Desde então (fevereiro de 2016 com o julgamento do HC 126.292 do paciente M.R.D.) estamos com a presunção da inocência suspensa. Liberada, desde então, está a execução provisória. Há poucos dias o ministro Fachin derrubou uma liminar concedida pelo presidente do STF e mandou recolher ao ergástulo um prefeito de uma cidade. Qual a argumentação? Que aquilo que diz no CPP (artigo 283) se esfumaça diante do novo CPC. O restante já discuti em coluna criticando outra decisão, do mesmo tom, do ministro Fachin.
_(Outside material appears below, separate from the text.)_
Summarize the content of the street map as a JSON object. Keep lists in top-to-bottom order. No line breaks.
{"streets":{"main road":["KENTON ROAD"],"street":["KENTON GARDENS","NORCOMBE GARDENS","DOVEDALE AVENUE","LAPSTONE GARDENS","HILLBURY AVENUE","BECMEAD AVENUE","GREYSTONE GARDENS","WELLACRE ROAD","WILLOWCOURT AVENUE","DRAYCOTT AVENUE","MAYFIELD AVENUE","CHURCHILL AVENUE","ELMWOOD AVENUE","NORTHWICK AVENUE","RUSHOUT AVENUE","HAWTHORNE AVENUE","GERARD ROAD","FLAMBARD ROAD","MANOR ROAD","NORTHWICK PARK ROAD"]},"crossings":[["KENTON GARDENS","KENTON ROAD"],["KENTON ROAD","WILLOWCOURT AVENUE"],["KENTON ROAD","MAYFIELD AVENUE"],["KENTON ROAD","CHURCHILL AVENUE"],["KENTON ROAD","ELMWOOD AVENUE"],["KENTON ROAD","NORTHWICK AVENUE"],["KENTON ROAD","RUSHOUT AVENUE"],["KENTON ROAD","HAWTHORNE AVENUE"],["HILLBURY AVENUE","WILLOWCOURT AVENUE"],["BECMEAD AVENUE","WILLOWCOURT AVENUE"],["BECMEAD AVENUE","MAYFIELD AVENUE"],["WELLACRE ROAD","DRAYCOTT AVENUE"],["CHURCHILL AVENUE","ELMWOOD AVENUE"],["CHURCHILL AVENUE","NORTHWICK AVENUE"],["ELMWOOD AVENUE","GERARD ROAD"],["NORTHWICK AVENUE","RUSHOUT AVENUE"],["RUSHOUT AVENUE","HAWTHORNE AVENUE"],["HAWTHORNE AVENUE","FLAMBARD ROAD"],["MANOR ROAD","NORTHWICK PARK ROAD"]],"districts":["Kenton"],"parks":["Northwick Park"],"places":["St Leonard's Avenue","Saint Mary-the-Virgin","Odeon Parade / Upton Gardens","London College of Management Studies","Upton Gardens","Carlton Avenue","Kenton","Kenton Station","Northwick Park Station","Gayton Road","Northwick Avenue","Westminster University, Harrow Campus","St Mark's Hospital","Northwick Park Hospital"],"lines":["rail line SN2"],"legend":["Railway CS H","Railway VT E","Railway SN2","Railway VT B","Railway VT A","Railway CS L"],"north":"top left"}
Era isso. Nada mais há para dizer. Todos falamos do HC 126.292 e esquecemos — porque não sabíamos — das circunstâncias em que esse caso se deu. Era de se esperar que o STF fosse alterar sua jurisprudência com um caso importante, candente, polêmico. Lamentavelmente foi um caso em que o réu já estava em liberdade e acabou preso sem fundamentação pelo TJ-SP, de oficio. Foi esse caso — que não tem nada a ver com colarinho branco — que serviu para mudar a jurisprudência sobre algo tão importante quanto a liberdade. Também desse episódio podem ser tiradas outras lições. Por exemplo, como o TJ-SP demora um ano para julgar uma apelação de réu preso (falo, aqui, do corréu A.S.L.)?

De minha parte, de forma ortodoxa, continuo dizendo: Legislativo faz a lei; Judiciário a aplica. Claro que não como no século XIX. Já avançamos. Mas o avanço não pode significar que, do juiz boca da lei novecentino, passamos para a era do “juiz dono da lei”. Por isso a minha luta em favor de uma coisa muito singela: que o Direito tenha autoridade, que não seja corrigido por argumentos políticos/morais e que sejam respeitados os limites semânticos, mormente os do texto constitucional. Afinal, a força normativa da Constituição foi uma conquista do segundo pós-guerra. Por quê? Porque a Constituição passou a ser norma. Vinculante.

Post scriptum: hoje é dia do advogado. Não há muito a comemorar. Sistema fragmentado. Novo CPC e uma grande resistência para o seu cumprimento. Limites semânticos sendo quebrados cotidianamente. São os sintomas que apontam para o sofrimento dos causídicos no seu dia e nos demais dias do ano.

É a primeira coluna em quatro anos de Senso Incomum que coincide com o dia 11 de agosto. Depois de 28 anos de Ministério Público, voltei para a advocacia. Antes de ingressar no MP em 1986, havia advogado por cinco anos. Meu primeiro júri foi em 1981. Como advogado. Minha tese naquele dia frio de junho há 34 anos atrás: nulidade da prova. Antes da Constituição, já não acreditava nessa coisa de nulidade relativa ou prova ilícita obtida de boa-fé (se me entendem a alusão — irônica — à discussão atual). A coluna que escrevi há alguns dias, com o título Advocacia virou exercício de humilhação e corrida de obstáculos, vai aqui indicada como minha homenagem aos advogados de todo o país. E lembremos sempre do que aqui chamei de “fator stoic mujic”. Cole na geladeira. Para não esquecer. Stoic mujic. Saludo!